[Opening Material shown section]
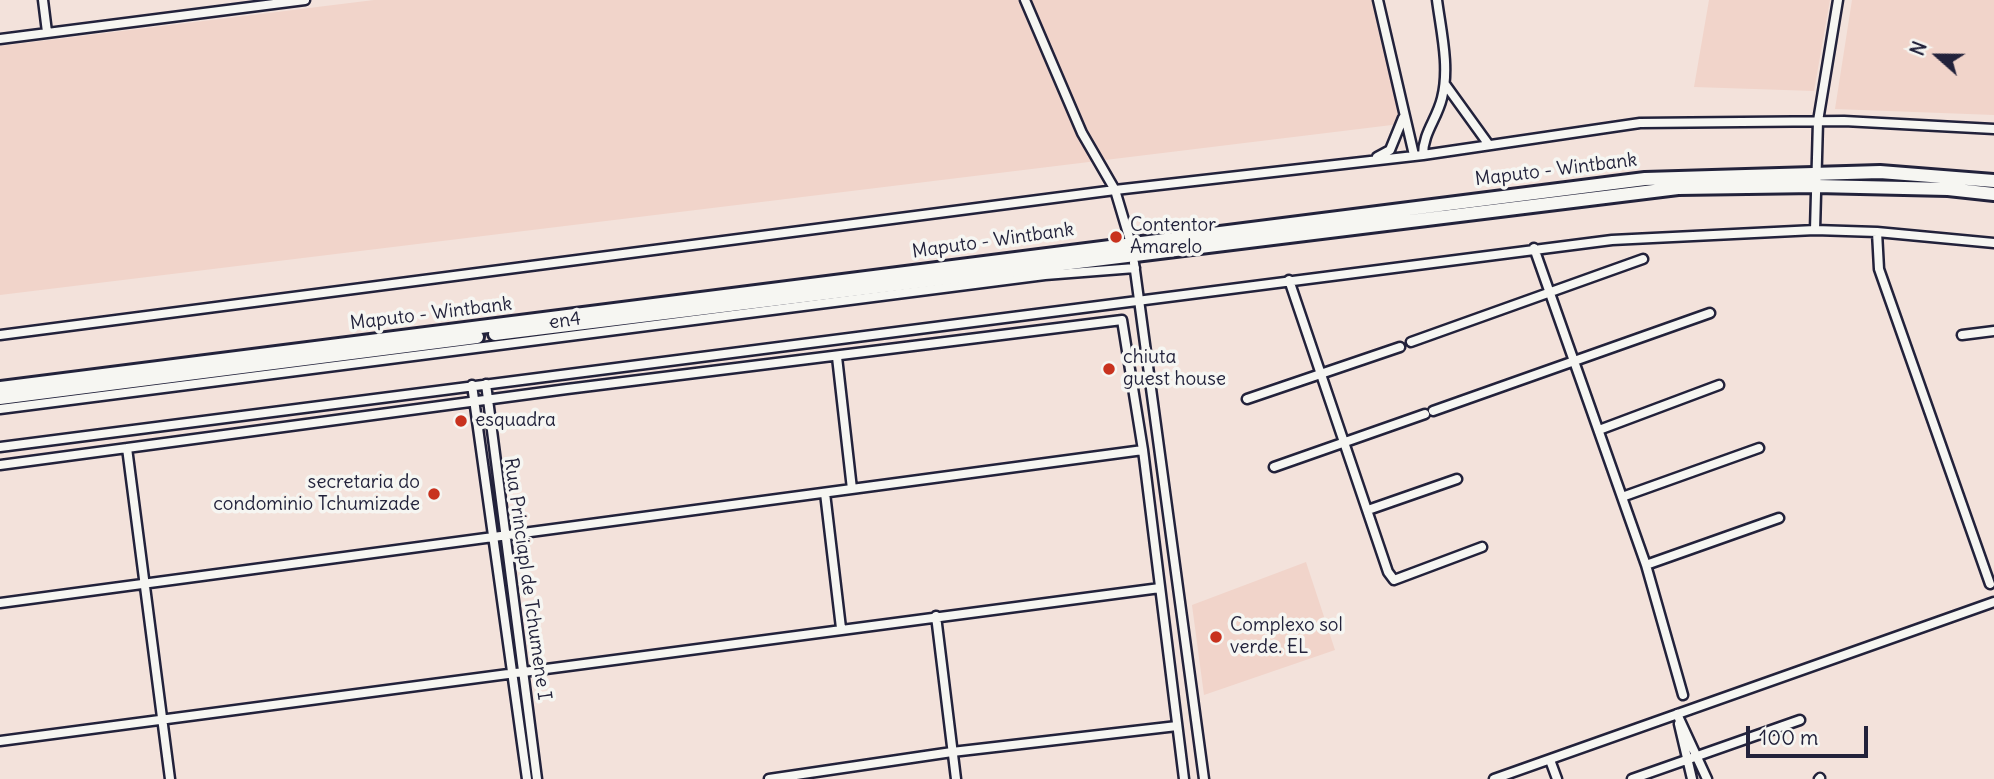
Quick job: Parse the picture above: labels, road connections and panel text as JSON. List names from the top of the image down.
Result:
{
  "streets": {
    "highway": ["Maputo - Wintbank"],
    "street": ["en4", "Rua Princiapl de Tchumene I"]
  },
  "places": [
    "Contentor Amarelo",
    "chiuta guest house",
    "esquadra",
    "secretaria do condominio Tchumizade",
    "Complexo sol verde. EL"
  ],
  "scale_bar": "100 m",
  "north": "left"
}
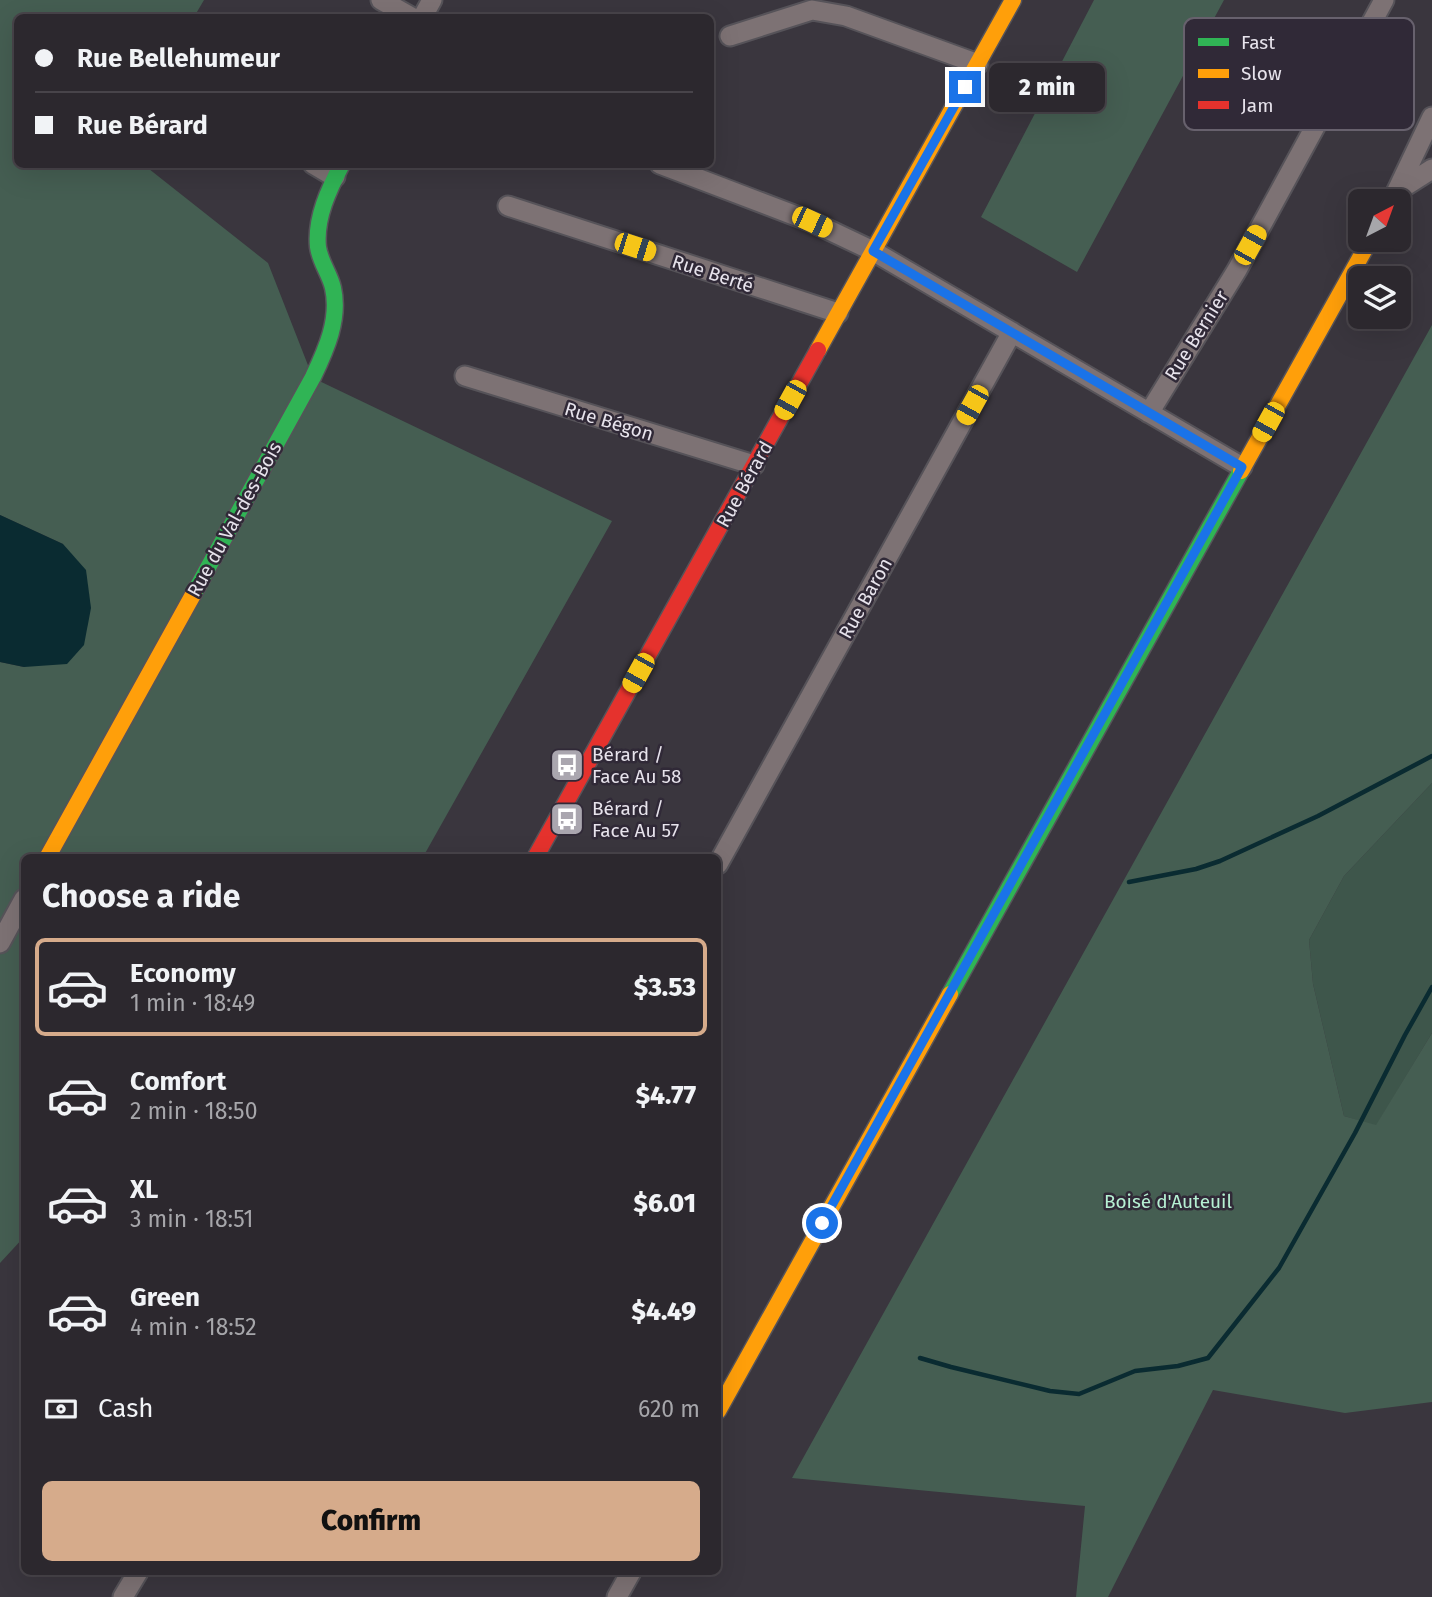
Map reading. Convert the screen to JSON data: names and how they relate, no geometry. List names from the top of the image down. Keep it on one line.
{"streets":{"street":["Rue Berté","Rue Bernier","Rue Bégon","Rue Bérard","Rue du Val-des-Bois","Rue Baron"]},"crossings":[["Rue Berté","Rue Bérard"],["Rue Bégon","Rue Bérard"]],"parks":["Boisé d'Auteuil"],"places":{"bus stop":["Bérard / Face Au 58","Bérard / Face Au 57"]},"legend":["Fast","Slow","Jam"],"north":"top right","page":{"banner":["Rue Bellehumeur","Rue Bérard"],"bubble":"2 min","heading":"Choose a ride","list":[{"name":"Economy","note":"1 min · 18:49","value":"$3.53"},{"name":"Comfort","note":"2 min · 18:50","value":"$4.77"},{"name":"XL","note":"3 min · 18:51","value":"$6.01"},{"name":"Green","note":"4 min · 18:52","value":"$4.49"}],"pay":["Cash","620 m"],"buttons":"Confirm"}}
[Closing Material shown section]
**Try it:**
What is needed is a verbatim transcription of the records, minus the pictures.

**Worked solution:**
Quick job: Parse the picture above: labels, road connections and panel text as JSON. List names from the top of the image down.
Result:
{
  "streets": {
    "highway": ["Maputo - Wintbank"],
    "street": ["en4", "Rua Princiapl de Tchumene I"]
  },
  "places": [
    "Contentor Amarelo",
    "chiuta guest house",
    "esquadra",
    "secretaria do condominio Tchumizade",
    "Complexo sol verde. EL"
  ],
  "scale_bar": "100 m",
  "north": "left"
}
Map reading. Convert the screen to JSON data: names and how they relate, no geometry. List names from the top of the image down. Keep it on one line.
{"streets":{"street":["Rue Berté","Rue Bernier","Rue Bégon","Rue Bérard","Rue du Val-des-Bois","Rue Baron"]},"crossings":[["Rue Berté","Rue Bérard"],["Rue Bégon","Rue Bérard"]],"parks":["Boisé d'Auteuil"],"places":{"bus stop":["Bérard / Face Au 58","Bérard / Face Au 57"]},"legend":["Fast","Slow","Jam"],"north":"top right","page":{"banner":["Rue Bellehumeur","Rue Bérard"],"bubble":"2 min","heading":"Choose a ride","list":[{"name":"Economy","note":"1 min · 18:49","value":"$3.53"},{"name":"Comfort","note":"2 min · 18:50","value":"$4.77"},{"name":"XL","note":"3 min · 18:51","value":"$6.01"},{"name":"Green","note":"4 min · 18:52","value":"$4.49"}],"pay":["Cash","620 m"],"buttons":"Confirm"}}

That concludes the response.